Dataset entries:
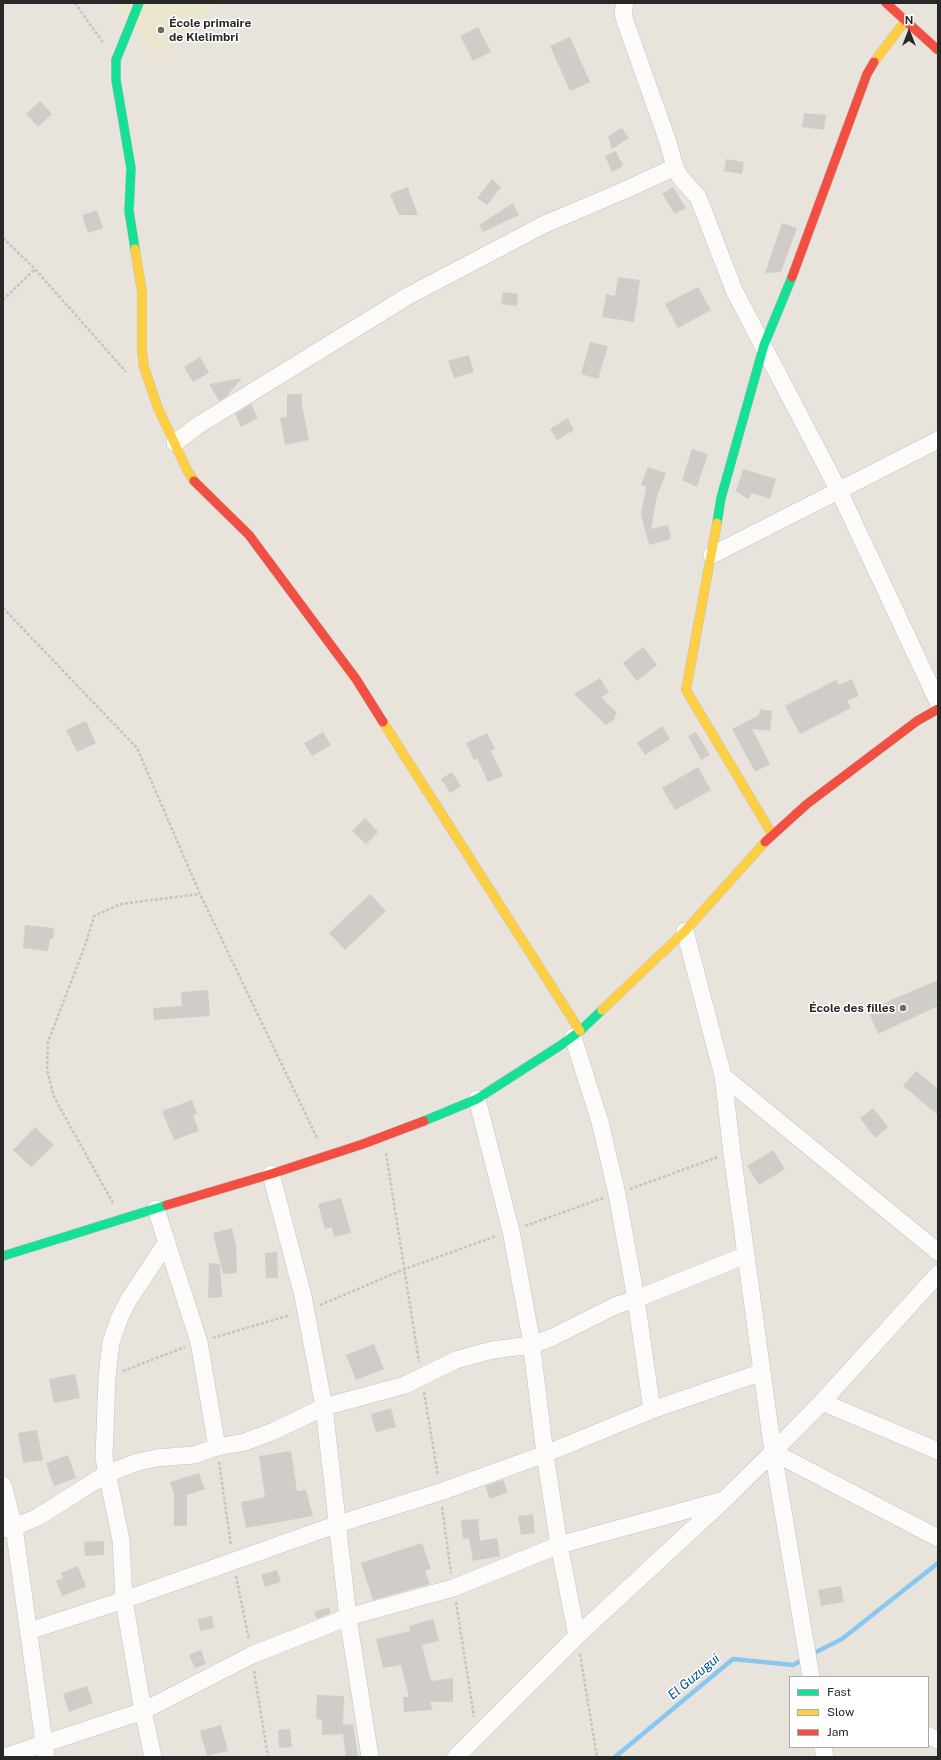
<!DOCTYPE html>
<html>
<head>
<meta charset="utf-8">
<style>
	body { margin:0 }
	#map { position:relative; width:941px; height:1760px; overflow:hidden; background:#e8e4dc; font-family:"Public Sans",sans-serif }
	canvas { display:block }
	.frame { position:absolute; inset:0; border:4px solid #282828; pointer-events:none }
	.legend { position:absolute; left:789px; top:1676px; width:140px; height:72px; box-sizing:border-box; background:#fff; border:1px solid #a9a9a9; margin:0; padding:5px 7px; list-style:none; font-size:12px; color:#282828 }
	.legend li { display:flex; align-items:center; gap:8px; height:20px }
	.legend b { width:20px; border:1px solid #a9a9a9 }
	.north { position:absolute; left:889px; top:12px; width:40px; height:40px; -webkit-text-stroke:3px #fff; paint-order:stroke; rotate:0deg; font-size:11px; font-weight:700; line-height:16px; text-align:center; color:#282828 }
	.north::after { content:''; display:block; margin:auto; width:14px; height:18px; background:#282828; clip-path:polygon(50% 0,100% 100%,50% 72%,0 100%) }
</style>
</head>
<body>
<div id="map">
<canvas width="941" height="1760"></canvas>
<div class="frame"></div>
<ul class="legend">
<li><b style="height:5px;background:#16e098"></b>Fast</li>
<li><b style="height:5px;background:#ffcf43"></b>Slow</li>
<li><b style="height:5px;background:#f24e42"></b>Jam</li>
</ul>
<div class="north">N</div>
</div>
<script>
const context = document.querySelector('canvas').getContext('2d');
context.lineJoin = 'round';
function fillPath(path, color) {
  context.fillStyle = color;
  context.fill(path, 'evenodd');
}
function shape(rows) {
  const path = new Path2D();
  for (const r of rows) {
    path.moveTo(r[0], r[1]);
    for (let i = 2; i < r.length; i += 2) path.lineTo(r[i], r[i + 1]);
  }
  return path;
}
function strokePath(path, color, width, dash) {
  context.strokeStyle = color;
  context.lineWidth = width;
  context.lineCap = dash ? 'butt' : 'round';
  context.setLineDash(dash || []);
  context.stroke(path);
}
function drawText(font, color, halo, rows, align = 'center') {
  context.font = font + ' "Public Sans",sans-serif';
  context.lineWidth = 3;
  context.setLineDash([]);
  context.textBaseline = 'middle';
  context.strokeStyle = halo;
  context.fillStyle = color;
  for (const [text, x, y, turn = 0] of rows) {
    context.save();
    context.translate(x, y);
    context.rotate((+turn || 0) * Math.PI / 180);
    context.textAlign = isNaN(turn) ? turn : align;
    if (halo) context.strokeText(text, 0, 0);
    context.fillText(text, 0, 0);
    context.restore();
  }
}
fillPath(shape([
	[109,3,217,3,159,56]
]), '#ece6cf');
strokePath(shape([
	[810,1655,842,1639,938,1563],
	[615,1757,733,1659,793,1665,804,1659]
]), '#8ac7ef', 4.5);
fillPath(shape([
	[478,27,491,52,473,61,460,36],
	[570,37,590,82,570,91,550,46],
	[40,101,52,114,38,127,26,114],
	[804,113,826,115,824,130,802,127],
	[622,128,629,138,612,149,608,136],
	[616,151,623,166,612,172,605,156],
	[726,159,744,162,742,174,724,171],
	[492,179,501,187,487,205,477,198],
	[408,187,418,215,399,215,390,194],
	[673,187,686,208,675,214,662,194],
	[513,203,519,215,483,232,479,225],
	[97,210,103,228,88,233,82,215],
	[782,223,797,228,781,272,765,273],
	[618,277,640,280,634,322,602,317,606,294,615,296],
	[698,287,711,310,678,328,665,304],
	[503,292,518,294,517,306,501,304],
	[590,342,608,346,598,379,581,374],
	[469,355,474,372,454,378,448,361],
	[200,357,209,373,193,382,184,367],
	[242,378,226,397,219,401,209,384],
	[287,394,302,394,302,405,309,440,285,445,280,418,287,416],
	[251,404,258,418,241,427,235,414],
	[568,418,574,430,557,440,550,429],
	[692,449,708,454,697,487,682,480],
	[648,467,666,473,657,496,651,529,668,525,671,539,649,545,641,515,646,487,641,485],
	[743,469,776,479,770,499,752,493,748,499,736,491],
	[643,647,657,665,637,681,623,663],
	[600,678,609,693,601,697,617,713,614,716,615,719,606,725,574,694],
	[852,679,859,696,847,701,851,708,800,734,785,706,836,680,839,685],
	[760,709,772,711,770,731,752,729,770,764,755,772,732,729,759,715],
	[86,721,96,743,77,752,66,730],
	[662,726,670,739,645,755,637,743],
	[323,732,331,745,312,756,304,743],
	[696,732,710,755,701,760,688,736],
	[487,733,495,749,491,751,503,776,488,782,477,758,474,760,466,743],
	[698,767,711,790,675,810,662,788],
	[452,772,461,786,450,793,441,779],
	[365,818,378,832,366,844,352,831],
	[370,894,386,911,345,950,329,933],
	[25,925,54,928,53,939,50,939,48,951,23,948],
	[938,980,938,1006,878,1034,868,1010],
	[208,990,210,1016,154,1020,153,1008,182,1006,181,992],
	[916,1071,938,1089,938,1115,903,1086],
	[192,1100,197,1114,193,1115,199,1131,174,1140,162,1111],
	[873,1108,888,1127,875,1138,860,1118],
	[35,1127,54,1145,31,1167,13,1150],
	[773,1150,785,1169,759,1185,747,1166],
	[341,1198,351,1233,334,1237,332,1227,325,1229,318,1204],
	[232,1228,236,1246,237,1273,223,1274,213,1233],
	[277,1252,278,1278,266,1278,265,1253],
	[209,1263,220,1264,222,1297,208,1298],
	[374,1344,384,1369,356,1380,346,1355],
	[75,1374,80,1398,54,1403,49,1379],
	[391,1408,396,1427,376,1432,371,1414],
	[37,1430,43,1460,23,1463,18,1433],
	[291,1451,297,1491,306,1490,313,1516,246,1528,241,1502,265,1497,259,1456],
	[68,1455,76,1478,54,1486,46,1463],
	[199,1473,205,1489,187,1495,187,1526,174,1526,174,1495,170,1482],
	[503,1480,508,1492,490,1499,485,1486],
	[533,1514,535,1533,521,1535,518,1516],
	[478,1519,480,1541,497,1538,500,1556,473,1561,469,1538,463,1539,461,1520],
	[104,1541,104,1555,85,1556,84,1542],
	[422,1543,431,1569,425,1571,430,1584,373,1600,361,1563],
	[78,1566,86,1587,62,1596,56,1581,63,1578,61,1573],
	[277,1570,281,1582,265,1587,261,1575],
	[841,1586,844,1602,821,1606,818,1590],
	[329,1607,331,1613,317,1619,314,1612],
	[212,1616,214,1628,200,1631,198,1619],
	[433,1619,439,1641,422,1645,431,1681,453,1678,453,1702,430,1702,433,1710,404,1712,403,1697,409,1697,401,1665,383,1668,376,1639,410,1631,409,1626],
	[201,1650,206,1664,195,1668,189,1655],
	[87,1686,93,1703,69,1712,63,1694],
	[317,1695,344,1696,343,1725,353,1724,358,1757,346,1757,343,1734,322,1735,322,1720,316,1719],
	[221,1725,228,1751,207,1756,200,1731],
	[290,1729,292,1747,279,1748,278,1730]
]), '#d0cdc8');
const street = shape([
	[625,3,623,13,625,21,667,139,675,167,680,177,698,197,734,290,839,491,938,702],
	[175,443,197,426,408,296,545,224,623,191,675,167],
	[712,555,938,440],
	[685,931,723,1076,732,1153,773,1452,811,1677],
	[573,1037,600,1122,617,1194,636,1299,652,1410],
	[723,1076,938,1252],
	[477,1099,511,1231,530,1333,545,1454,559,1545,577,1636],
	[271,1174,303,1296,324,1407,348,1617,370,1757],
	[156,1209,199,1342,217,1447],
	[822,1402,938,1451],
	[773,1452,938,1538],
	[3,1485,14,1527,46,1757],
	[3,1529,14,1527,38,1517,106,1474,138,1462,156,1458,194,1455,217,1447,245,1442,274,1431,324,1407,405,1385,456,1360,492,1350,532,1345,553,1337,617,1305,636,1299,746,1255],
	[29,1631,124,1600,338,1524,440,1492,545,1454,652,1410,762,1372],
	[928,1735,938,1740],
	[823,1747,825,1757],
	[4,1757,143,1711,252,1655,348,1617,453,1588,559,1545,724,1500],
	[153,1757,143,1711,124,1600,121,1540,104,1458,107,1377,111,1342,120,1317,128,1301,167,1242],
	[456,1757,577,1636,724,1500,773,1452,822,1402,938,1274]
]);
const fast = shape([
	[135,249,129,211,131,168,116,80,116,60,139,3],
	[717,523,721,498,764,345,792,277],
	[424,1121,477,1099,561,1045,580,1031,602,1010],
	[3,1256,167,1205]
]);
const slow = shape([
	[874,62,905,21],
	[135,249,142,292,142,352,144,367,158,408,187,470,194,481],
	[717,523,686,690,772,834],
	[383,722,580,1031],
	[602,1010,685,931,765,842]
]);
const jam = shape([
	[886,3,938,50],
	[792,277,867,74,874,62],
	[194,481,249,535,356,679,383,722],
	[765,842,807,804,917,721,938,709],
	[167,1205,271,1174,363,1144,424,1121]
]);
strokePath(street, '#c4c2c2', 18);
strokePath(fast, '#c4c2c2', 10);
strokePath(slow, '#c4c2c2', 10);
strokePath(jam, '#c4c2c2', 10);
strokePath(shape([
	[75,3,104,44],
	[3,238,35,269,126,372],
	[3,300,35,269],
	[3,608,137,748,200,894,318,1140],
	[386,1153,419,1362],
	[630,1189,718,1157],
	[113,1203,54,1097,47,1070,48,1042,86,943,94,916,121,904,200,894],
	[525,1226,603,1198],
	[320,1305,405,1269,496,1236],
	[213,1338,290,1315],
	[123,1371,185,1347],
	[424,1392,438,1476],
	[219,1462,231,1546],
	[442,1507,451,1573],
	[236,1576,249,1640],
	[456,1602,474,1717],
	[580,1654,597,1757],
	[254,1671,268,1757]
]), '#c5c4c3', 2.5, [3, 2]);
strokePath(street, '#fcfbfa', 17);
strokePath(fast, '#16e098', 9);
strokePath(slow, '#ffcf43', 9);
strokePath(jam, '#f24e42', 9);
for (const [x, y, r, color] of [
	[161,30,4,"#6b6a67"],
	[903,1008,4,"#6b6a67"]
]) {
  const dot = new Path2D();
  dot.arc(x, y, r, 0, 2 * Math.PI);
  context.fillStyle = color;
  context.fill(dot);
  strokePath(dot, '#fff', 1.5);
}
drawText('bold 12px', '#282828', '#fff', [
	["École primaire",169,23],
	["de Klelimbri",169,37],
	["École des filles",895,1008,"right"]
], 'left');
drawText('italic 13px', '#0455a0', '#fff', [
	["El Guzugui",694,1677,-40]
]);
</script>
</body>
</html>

What you need to do: The total of lines in the data that contain "Math" is all you should give.

Output for this task: 2